Beyond Toxic Positivity: Interpersonal Affect Regulation in LLM-Based Dialogue Agents using Discourse Politeness Theory

Rina Sakagami, Emmanuel Ayedoun, Masataka Tokumaru
Kansai University


Abstract

In affective science, effective interpersonal emotion regulation requires behavioral inhibition when responding to severe emotional disclosures, temporarily suppressing intimacy to validate distress. However, while current Large Language Models (LLMs) excel at immediate sentiment recognition, long-term companion agents built upon them often adjust their conversational style based primarily on accumulated interaction time (psychological distance).
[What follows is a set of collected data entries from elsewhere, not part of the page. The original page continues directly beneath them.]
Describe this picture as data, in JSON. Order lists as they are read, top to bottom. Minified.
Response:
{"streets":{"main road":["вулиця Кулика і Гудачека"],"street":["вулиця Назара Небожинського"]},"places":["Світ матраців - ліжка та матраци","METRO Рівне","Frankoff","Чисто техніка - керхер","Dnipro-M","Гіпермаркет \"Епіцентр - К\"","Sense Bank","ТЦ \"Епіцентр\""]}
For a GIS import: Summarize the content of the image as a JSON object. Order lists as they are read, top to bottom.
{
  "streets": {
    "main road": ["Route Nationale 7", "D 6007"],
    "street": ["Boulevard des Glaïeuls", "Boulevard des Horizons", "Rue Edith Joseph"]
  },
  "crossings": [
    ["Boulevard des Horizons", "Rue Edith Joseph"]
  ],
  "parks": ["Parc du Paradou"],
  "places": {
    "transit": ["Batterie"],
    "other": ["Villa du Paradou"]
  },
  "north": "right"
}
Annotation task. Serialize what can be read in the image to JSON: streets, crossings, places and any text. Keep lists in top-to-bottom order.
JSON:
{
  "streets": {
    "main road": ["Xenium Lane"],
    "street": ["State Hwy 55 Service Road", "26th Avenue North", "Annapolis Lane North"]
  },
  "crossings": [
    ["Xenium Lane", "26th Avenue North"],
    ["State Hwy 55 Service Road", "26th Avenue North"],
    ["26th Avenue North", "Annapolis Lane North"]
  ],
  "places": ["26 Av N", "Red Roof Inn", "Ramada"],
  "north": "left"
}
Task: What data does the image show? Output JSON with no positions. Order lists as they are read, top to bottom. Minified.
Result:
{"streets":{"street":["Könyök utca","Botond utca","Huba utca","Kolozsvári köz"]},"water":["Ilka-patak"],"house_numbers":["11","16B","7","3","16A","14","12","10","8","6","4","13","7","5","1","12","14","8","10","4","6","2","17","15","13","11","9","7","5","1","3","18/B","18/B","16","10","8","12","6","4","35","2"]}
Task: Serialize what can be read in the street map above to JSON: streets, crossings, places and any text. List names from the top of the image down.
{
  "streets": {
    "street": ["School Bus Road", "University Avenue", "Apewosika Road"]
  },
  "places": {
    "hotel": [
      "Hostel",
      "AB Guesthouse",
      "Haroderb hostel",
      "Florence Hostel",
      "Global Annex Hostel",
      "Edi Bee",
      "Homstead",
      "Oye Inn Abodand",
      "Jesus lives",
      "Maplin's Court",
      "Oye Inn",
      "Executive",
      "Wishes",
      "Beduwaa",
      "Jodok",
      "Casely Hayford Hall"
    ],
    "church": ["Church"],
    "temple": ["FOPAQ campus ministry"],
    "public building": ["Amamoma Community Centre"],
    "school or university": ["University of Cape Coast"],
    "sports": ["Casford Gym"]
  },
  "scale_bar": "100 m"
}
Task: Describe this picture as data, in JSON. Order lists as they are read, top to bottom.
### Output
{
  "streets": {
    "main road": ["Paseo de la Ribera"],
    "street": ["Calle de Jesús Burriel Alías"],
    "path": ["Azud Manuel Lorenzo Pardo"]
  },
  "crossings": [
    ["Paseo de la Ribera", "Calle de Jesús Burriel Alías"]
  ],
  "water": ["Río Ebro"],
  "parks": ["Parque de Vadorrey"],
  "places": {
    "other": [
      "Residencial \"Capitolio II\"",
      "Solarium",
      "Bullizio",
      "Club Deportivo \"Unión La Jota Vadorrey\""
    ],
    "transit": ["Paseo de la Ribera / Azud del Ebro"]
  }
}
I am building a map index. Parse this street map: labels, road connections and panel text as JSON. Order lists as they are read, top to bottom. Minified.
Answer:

This architectural overreliance on chronological intimacy causes systems to ignore the fluctuating emotional weight of specific topics. This results in "toxic positivity": exaggerated optimism that invalidates negative affect and damages psychological safety. We propose a computational framework grounded in Discourse Politeness Theory that dynamically regulates interpersonal affect by calculating conversational strategy using two variables: Psychological Distance and Affective Weight of the Topic. When users disclose heavy emotional burdens, the system executes behavioral inhibition by suppressing Positive Politeness Strategies (intimacy, cheerfulness) and engaging Negative Politeness Strategies (hedging, validation). Through an 8-week longitudinal simulation evaluated by 18 third-party observers, our affective-regulation framework showed consistent advantages over a distance-only baseline. The framework was rated as more natural, empathetic, and fostering psychological safety. Among empathy-seeking participants, preference for the proposed model was consistent across all respondents. These exploratory findings suggest that computational interpersonal emotion regulation requires context-aware behavioral inhibition, not uniform friendliness.